Not all my music is beautiful but I hope it all comforts the listener or ultimately takes them to another, better place. It's often concerned with maintaining optimism, mental health and well-being, and dealing with inner conflicts.

Mix Margaret Jones, an androgyne, studied composition with Roger Smalley for five years at the University of Western Australia, beginning in 1979. She says, 'Roger helped me gain insight into musical construction in many styles and epochs. I can't imagine my life without having had that experience'.

Other UWA studies included piano with Brian Michell and two years of orchestration with Sir Frank Callaway.

Most of Jones's compositional output to date is for piano or choir, including two short pieces in the AMEB exam syllabus. Many are published by Currency Press, the AMEB, and her own Hovea Music Press.

Student works of which she is still proud include dabbles in free atonality or the 12-tone style. Many other compositions reveal a love of the standard piano repertoire which she performs regularly.

Through the 1980s and '90s Jones soaked up many varied influences by attending hundreds of new music performances in Sydney and Perth. In 1986 she was a key player in Tonight's Ensemble, a short-lived free improvisation sextet.

Her piano solo Sonatina, a very dark work written at a time of personal crisis in 1981, echoes the sense of isolation and disconnectedness often experienced by young people. The coda provides a sense of resolution in the evocation of a Balinese gamelan ensemble.

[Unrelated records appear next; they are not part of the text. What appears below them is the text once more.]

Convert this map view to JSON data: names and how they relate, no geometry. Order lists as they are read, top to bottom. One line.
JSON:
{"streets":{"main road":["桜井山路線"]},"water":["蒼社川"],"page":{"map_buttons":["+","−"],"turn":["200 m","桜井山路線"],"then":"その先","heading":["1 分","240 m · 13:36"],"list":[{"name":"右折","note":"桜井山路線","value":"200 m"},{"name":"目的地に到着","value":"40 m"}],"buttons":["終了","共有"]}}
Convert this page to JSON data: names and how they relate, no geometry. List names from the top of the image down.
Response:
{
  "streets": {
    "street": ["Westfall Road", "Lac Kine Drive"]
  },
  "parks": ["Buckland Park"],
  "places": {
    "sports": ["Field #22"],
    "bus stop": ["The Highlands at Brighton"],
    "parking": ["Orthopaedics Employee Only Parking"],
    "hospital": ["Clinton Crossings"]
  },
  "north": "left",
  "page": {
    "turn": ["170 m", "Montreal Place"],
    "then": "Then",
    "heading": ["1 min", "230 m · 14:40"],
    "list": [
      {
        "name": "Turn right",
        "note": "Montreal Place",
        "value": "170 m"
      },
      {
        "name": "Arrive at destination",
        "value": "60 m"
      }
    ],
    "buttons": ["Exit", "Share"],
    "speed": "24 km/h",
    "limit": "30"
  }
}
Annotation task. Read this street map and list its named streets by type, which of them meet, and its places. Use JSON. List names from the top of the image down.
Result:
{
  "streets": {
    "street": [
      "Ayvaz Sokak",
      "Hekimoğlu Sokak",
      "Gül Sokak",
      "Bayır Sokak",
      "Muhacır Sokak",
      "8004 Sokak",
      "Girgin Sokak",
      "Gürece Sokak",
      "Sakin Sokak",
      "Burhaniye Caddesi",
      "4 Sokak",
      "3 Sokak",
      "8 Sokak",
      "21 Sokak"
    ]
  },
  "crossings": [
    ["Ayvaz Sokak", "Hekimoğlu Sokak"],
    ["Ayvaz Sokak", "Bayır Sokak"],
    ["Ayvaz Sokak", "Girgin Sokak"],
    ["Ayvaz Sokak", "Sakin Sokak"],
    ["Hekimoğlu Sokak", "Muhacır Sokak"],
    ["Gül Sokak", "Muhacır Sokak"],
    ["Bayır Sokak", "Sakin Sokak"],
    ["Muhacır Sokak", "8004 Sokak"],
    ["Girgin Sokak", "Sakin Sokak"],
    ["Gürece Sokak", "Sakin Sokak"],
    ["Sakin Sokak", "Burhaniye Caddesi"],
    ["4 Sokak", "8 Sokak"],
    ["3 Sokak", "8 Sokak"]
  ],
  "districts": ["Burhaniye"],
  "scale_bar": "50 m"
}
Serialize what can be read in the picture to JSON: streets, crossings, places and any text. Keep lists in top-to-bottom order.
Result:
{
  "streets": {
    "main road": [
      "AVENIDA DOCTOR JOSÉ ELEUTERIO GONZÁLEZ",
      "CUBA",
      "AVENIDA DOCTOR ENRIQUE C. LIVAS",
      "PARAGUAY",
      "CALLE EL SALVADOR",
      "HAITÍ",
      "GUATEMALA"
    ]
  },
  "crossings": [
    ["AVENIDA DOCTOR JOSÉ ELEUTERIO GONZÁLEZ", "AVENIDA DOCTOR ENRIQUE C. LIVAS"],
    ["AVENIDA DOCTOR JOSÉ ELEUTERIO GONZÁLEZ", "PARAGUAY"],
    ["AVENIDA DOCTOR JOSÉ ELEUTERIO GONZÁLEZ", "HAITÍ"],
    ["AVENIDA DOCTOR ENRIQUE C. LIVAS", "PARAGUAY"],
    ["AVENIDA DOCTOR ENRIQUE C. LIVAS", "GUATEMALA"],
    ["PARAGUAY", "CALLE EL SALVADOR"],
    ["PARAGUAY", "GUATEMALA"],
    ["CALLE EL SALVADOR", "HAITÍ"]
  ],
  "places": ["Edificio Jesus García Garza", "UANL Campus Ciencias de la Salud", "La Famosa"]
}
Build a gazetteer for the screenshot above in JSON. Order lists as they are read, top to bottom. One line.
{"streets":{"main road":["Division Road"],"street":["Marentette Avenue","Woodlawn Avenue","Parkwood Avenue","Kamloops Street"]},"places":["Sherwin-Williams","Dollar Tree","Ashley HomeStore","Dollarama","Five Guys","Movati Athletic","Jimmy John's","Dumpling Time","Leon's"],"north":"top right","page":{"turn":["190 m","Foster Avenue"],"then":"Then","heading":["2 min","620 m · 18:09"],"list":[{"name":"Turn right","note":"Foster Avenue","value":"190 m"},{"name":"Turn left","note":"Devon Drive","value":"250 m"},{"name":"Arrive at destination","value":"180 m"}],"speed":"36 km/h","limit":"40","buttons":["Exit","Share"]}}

Jones founded and for six years conducted two community choirs. For the Perth Discovery Choir she wrote a song cycle for choir, piano and speaking voices. The setting of 13 poems includes three by her UK-born father, the prolific writer John Joseph Jones, builder and manager of the Parkerville Amphitheatre. On her mother's side Jones is a fifth generation West Australian, with over a thousand relatives in the south west of WA where magnificent old-growth forests provided inspiration for the song cycle.

For many years Jones was a dedicated advocate for the rights and wellbeing of trans* and intersex people. She was a very early adopter in 2002 of the honorific personal title Mx or Mix (an abbreviation of mixture, pronounced 'mix'), which was added to the Oxford Dictionary online version in 2015. She prefers female pronouns but is not referred to as a man or woman. To her family she is an offspring, a sibling and Uncle Margaret.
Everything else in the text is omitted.